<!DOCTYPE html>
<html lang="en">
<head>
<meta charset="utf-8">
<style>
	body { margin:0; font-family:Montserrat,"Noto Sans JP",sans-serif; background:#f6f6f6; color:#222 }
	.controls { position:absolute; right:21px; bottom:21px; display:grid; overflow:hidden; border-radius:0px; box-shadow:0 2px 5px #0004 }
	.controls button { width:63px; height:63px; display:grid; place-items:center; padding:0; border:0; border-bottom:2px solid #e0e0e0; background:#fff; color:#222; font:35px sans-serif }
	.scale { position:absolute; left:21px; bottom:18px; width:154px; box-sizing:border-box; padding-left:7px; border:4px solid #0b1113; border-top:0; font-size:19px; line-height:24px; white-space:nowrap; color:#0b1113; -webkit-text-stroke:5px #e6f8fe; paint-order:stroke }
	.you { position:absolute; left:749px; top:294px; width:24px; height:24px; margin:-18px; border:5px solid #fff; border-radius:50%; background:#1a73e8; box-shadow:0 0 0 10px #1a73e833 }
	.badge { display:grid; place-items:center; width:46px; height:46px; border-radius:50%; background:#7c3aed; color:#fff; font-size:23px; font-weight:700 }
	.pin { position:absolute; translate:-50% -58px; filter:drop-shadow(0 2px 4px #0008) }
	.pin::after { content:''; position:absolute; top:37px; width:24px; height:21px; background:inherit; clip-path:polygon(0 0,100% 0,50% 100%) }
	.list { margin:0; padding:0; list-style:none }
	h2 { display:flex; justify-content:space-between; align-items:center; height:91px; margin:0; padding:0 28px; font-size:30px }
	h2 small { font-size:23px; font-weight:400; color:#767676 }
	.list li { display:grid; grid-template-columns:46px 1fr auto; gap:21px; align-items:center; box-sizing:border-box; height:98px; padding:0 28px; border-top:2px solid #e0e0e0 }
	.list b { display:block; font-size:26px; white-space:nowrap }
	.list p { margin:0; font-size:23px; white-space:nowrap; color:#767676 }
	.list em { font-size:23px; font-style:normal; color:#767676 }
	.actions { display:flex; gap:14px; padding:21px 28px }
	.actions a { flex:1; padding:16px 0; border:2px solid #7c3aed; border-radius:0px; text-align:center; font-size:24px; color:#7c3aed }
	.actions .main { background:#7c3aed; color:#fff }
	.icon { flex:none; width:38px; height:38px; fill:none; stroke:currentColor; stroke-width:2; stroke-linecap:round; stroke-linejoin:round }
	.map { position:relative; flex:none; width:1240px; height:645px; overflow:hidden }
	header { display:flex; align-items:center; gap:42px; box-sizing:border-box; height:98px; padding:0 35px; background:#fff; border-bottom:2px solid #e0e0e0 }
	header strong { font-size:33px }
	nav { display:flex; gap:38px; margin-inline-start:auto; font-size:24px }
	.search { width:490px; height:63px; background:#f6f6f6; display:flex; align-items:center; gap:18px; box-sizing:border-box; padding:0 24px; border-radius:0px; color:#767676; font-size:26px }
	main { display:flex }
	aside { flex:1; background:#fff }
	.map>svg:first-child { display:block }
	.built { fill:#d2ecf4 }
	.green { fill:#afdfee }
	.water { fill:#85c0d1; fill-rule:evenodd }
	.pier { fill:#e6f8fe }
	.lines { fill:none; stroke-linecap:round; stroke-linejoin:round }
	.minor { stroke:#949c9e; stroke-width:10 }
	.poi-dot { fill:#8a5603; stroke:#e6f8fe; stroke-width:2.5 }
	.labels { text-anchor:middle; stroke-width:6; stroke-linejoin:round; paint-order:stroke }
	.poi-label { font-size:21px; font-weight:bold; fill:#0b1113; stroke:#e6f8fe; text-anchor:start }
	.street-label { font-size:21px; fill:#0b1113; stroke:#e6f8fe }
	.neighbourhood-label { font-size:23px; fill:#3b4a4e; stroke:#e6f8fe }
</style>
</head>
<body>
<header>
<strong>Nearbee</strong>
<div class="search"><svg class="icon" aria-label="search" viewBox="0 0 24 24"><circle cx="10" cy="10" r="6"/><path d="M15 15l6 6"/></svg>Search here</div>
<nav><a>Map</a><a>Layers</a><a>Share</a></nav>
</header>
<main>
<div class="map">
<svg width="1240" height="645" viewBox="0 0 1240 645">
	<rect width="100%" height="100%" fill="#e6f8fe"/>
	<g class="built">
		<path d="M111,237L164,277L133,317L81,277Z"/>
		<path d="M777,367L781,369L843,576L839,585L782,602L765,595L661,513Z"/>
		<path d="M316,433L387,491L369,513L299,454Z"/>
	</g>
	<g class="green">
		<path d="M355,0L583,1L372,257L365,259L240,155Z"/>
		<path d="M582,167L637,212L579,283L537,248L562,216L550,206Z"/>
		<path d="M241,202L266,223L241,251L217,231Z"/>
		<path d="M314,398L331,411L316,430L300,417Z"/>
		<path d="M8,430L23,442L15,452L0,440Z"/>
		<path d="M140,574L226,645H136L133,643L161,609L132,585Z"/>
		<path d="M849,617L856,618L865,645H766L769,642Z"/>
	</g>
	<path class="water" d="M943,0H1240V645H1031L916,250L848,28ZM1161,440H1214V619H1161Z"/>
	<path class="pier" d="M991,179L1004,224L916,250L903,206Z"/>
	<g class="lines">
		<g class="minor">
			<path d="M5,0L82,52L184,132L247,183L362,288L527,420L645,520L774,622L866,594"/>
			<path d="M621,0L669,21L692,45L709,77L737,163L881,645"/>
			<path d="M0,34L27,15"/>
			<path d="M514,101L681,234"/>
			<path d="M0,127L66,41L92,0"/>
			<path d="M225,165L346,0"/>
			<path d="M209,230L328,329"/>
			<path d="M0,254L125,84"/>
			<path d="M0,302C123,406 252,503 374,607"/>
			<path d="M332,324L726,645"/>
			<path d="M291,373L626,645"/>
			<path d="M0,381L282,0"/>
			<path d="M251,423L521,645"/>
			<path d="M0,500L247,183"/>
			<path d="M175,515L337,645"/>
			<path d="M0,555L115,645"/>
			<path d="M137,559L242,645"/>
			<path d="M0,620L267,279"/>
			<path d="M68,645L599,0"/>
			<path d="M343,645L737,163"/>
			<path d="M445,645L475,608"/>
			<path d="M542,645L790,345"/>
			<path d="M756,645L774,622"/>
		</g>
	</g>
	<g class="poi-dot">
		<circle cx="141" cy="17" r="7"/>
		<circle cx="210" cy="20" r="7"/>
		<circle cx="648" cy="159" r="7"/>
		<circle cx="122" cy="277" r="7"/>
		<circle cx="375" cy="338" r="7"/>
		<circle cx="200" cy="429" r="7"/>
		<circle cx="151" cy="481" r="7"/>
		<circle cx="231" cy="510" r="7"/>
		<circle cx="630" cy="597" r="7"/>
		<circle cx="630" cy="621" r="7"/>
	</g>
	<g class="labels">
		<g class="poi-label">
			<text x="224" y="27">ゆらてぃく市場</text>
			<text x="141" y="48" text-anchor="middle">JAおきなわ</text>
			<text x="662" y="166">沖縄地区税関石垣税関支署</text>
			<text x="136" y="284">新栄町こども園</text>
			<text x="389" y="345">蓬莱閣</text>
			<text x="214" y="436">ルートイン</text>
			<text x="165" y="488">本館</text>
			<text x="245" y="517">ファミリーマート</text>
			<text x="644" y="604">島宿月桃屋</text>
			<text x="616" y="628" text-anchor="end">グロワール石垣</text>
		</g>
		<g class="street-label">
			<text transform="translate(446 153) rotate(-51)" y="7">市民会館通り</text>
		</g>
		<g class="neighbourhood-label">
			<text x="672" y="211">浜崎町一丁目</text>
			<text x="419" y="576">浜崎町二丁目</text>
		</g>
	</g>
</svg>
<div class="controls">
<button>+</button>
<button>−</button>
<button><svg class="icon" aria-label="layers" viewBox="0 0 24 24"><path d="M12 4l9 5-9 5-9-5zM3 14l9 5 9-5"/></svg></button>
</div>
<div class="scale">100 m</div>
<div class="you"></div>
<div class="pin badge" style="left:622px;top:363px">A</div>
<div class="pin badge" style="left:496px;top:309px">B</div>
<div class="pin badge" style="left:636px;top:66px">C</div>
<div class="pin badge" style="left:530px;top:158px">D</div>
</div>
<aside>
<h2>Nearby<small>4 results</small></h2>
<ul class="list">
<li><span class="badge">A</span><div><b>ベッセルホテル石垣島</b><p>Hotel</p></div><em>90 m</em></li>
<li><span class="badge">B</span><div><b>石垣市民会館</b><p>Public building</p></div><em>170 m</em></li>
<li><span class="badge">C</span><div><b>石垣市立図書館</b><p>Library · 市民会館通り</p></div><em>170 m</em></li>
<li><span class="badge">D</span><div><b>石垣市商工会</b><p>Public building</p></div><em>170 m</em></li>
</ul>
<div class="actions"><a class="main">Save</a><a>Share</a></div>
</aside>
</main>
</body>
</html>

════

Report every line from the material above that mentions the word "minor".

	.minor { stroke:#949c9e; stroke-width:10 }
		<g class="minor">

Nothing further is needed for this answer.